Ayunan Taman Jaya Wijaya Mojosongo Solo Bukan untuk Orang Dewasa

Taman Jaya Wijaya Mojosongo Solo (Twitter)
06 Agustus 2019 08:00 WIB Chelin Indra Sushmita Solo Share :

Solopos.com, SOLO – Taman Jaya Wijaya di Mojosongo merupakan salah satu ruang terbuka hijau yang berada di Kota Solo, Jawa Tengah. Taman yang berada di Jalan Jaya Wijaya nomor 75, Jebres, Solo, itu selalu ramai dikunjungi warga pada pagi, sore, hingga malam hari.

Berbagai wahana permainan mempercantik Taman Jaya Wijaya Mojosongo. Ada juga sejumlah pedagang kuliner lezat yang mangkal di kawasan tersebut. Tak pelak, warga setempat memanfaatkan kawasan Taman Jaya Wijaya yang dibuka untuk umum itu sebagai lokasi wisata gratis.

Bukan hanya anak-anak, ada pula sejumlah orang dewasa yang berekreasi ke Taman Jaya Wijaya Mojosongo Solo. Bahkan, para orang dewasa itu ikut menikmati wahana permainan yang sebenarnya dibuat khusus untuk anak-anak.

Nah, orang dewasa yang menggunakan wahana permainan di Taman Jaya Wijaya itu pun ditegur anggota Satuan Polisi Pamong Praja (Satpol PP) Solo. Satpol PP menjelaskan, semua wahana permainan di Taman Jaya Wijaya Solo dibuat khusus untuk anak-anak.

Imbauan dan teguran itu disampaikan anggota Satpol PP langsung kepada warga yang melanggar peraturan saat berada di Taman Jaya Wijaya Solo. Aksi anggota Satpol PP menegur warga itu diabadikan dalam foto viral yang diunggah di akun Instagram @satpolpp_kotasurakarta yang dibadikan @jelajahsolo, Minggu (4/8/2019).

Untuk ke depannya, mohon dimengerti ya saudara-saudara.

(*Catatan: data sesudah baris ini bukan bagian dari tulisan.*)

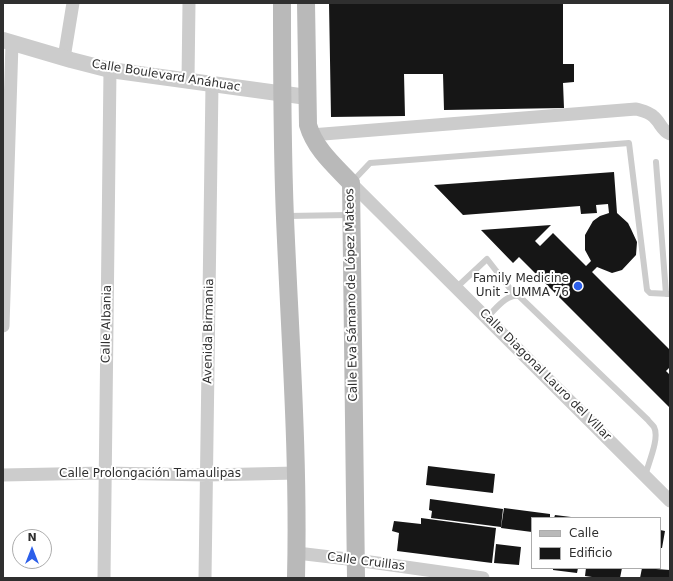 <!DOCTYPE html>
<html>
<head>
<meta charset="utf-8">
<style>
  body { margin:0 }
  #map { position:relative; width:673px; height:581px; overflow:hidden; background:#fff; font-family:"DejaVu Sans",sans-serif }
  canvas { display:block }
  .frame { position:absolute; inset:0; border:4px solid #2f2f2f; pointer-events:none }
  .legend { position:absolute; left:531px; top:517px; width:130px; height:52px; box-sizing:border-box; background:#fff; border:1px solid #acacac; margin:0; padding:5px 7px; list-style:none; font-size:12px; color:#2f2f2f }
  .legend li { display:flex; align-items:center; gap:8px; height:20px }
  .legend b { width:20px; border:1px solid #acacac }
  .north { position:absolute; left:12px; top:529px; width:40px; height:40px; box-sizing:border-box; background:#fff; border:1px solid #acacac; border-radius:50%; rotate:0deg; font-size:11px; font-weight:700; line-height:16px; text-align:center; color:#2f2f2f }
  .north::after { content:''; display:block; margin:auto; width:14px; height:18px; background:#2c5fea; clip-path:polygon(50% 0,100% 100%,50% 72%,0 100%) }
</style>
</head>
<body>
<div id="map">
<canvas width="673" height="581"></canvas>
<div class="frame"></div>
<ul class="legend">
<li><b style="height:5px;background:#b9b9b9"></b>Calle</li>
<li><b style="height:11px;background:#161616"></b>Edificio</li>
</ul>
<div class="north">N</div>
</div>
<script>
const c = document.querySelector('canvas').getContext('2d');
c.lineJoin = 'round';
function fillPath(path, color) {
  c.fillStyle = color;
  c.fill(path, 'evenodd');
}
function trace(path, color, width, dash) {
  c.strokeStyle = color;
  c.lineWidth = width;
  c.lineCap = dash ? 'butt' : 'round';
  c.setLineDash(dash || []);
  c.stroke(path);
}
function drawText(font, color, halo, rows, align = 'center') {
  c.font = font + ' "DejaVu Sans",sans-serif';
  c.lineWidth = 4;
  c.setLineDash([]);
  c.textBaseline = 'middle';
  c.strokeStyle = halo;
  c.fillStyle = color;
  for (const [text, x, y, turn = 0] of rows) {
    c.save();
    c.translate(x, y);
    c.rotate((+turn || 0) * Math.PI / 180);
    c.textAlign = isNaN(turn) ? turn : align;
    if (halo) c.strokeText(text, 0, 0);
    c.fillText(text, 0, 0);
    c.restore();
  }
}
fillPath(new Path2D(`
  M329 3H563V64H574V82L563 83 564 108 444 110 443 74H404L405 116 331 117Z
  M614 172 617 213 628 223 631 229 637 242 636 255 622 270 612 273 597 267 592 272 670 350V367L666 371 670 375V408L519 257 513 263 481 230 551 225 535 241 540 246 553 233 586 266 591 261 585 250V235L593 221 600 216 609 213 608 204 596 205 597 213 581 214 580 206 463 215 434 185Z
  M428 466 495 474 493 493 426 485Z
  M430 499 503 509 501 527 431 518 432 511 429 510Z
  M504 508 550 514V518H532V532L501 528Z
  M555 515 571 517 570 518H554Z
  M421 518 496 528 492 563 397 551 399 533 392 531 394 521 421 524Z
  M660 530 665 531 662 548H660Z
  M496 544 521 547 519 565 494 563Z
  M553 568H578L577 573 553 570Z
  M586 568H622L620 578H599L585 576Z
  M642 568 670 570 669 578H640Z`), '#161616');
trace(new Path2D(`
  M656 162 666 294
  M352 182 370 163 629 143 647 290 650 293 670 294
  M287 216 349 215
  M457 287 487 259 515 295
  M487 317C495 310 507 293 519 296L648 420C649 422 652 424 654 427 660 438 648 464 645 476`), '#ccc', 6);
trace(new Path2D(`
  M64 58 73 3
  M188 80 189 3
  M311 135 636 109C643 111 649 112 654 117 660 122 662 131 670 134
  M351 183 670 501
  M3 326 12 43
  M3 475 105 473 207 475 296 473
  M297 553 356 560 483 578
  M104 578 110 70
  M205 578 212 84`), '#ccc', 13);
trace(new Path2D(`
  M3 40 71 60 110 70 307 97`), '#ccc', 16);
trace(new Path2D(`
  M282 3C282 75 282 146 285 218 290 338 299 458 296 578
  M306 3 308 125C315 149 334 165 351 183L356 578`), '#b9b9b9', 18);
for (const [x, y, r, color] of [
  [578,286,5,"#2c5fea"]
]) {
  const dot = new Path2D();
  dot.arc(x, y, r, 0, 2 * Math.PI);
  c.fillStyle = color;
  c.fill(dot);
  trace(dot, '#fff', 1.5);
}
drawText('12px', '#2f2f2f', '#fff', [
  ["Calle Boulevard Anáhuac",166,76,9],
  ["Calle Eva Sámano de López Mateos",352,295,-91],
  ["Calle Albania",107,324,-89],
  ["Avenida Birmania",209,331,-89],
  ["Calle Diagonal Lauro del Villar",545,375,45],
  ["Calle Prolongación Tamaulipas",150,474],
  ["Calle Cruillas",366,562,7]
]);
drawText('12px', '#2f2f2f', '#fff', [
  ["Family Medicine",569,279],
  ["Unit - UMMA 76",569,293]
], 'right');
</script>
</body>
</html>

Fasilitas umum berupa ayunan ini bukan untuk orang dewasa nggih, terima kasih,” demikian imbauan yang disampaikan pihak Satpol PP lewat keterangan foto.

Dalam foto viral tersebut terlihat beberapa anggota Satpol PP mendatangi warga yang duduk-duduk santai di ayunan Taman Jaya Wijaya. Mereka mengingatkan warga yang sudah dewasa agar tidak bermain di ayunan. Sebab, wahana permainan tersebut dibuat khusus untuk anak-anak.

Aksi Satpol PP tersebut diapresiasi warganet. Sejumlah netizen yang pernah datang ke Taman Jaya Wijaya menceritakan pengalaman seperti berebut menggunakan ayunan dengan pengunjung lain di kolom komentar.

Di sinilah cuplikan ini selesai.